I drew up the image of the simple harmonic motion and i figured that if i find the time it takes to make one oscillation, i could then find the frequency (F =1/T). However, It feels like a guessing game for the time. According to the drawing, it takes about 3 seconds to make a full oscillation; does that sound right? That would mean the frequency would be .33 hertz.

For part ii, the spring constant is : k = omega^2*mass. Omega is our unknown and I would assume as 2 * pie * frequency. But I am nervous my frequency is wrong.

For part iii, you can use the equation x(t) = Acos(omega + phase constant). Can I assume the phase constant to be zero? If so, we can use the above formula to solve for A.

Part 4, we use the above formula and were given the damping constant but I'm confused on the topic of damping oscillations and not sure where to go with the formula.

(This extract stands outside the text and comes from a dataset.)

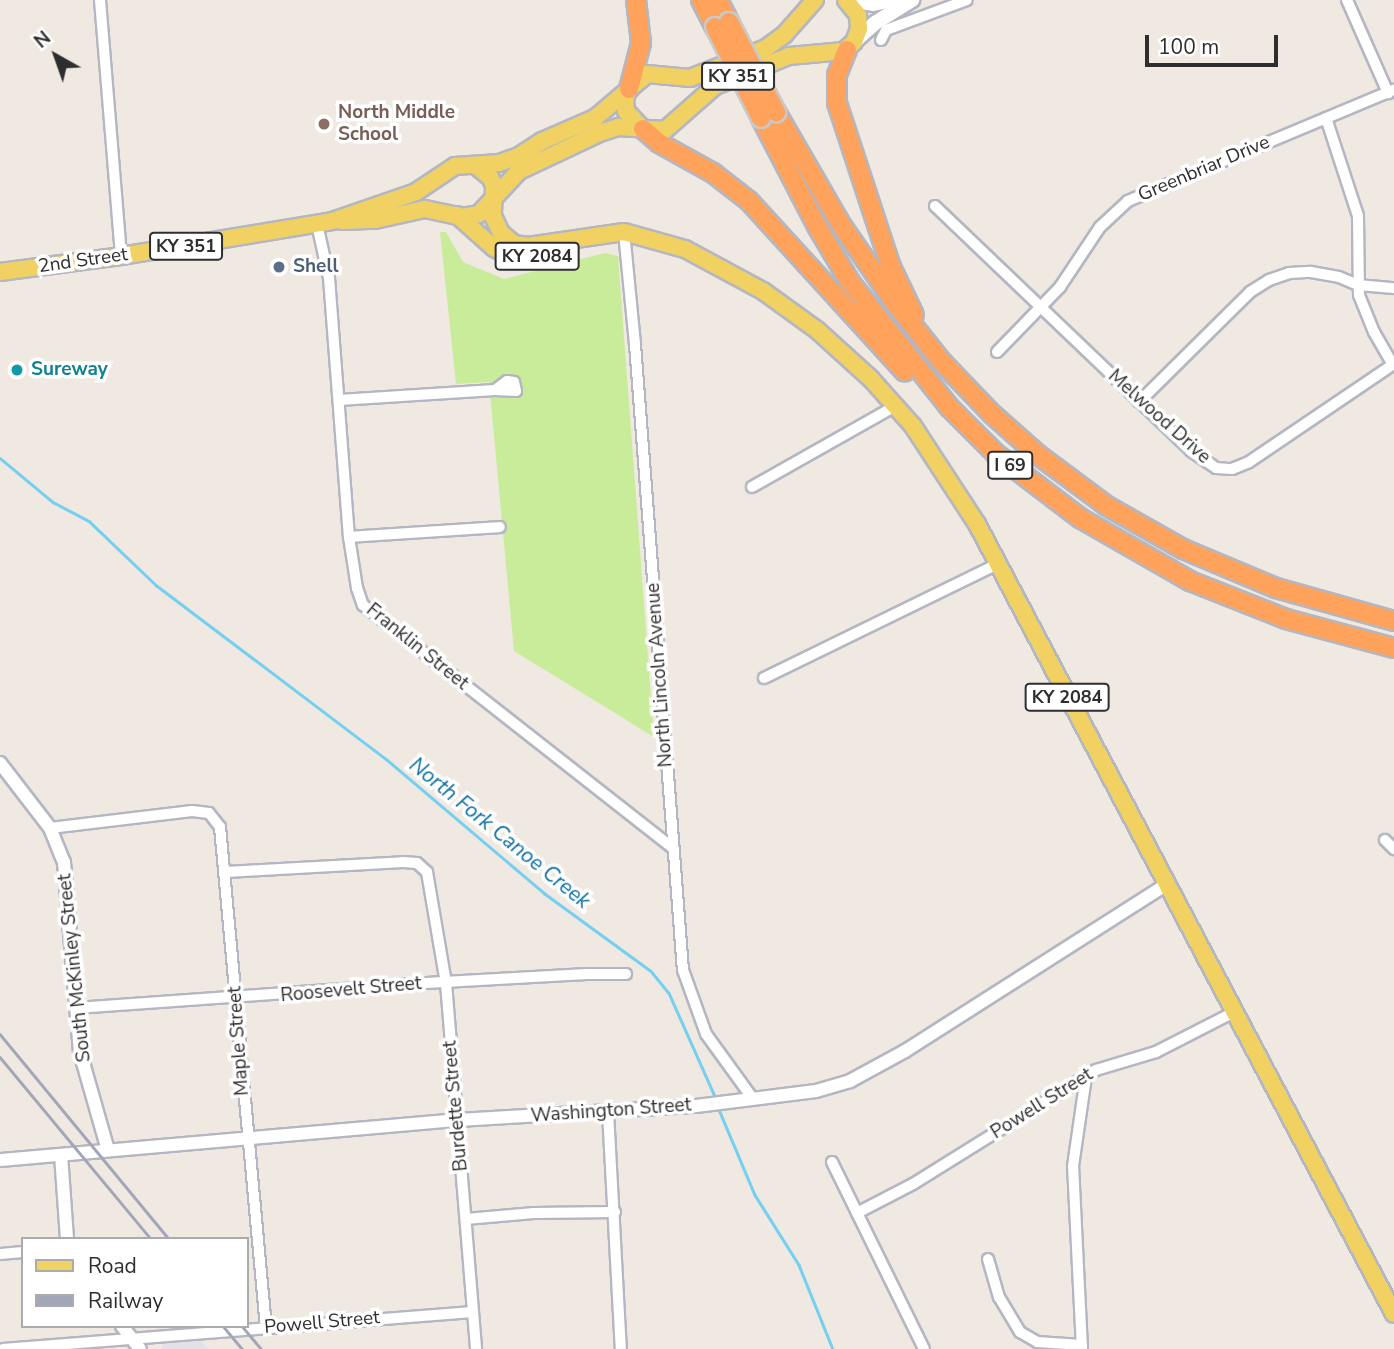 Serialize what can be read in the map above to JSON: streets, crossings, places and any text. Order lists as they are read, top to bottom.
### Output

All advise, hints, tips, and help will be greatly appreciated. If I can rep people, I will do that as well for help.

-UMDstudent
 
Physics news on Phys.org
  • #2
UMDstudent said:
At t = 0, the potential energy in the spring is 25% of the maximum potential energy during this motion.
The potential energy in the spring depends on x(t), so what this sentence is telling you in an indirect way is the possible positions of the block at t=0.

What's the formula for the potential energy of a spring? The spring stores the maximum potential energy when it is stretched or compressed as much as possible by the block, i.e. when x(t)=A, where A is the amplitude of oscillation, so what is the maximum potential energy equal to in terms of A? Finally, what equation does the sentence translate into?

Moreover, the kinetic energy of the block is decreasing with time at t = 0 and, at t = 2.0 s, the kinetic energy becomes zero for the 1st time (after t = 0).
If you solve for the initial position, it'll turn out the block could be in any of four spots in the cycle of oscillation. What this sentence is telling you is that the block is slowing down at t=0. This will narrow down the possibilities to just two. That'll give you enough information to figure out what the frequency of oscillation is.

I drew up the image of the simple harmonic motion and i figured that if i find the time it takes to make one oscillation, i could then find the frequency (F =1/T). However, It feels like a guessing game for the time. According to the drawing, it takes about 3 seconds to make a full oscillation; does that sound right? That would mean the frequency would be .33 hertz.
A period of 3 seconds is way off. What you know is the block took two seconds to go through less than 1/4 of a cycle, so the period has to be greater than 12 s.
 
  • #3
The potential energy of a spring is U = 1/2kx^2. In this case, this formula translates into 1/2kA^2. Theres a problem with this though and that we don't know the spring constant nor do we know the amplitude. How does this help me?
 
  • #4
You don't need to know either to figure out where in the cycle it is at t=0 because they'll cancel out.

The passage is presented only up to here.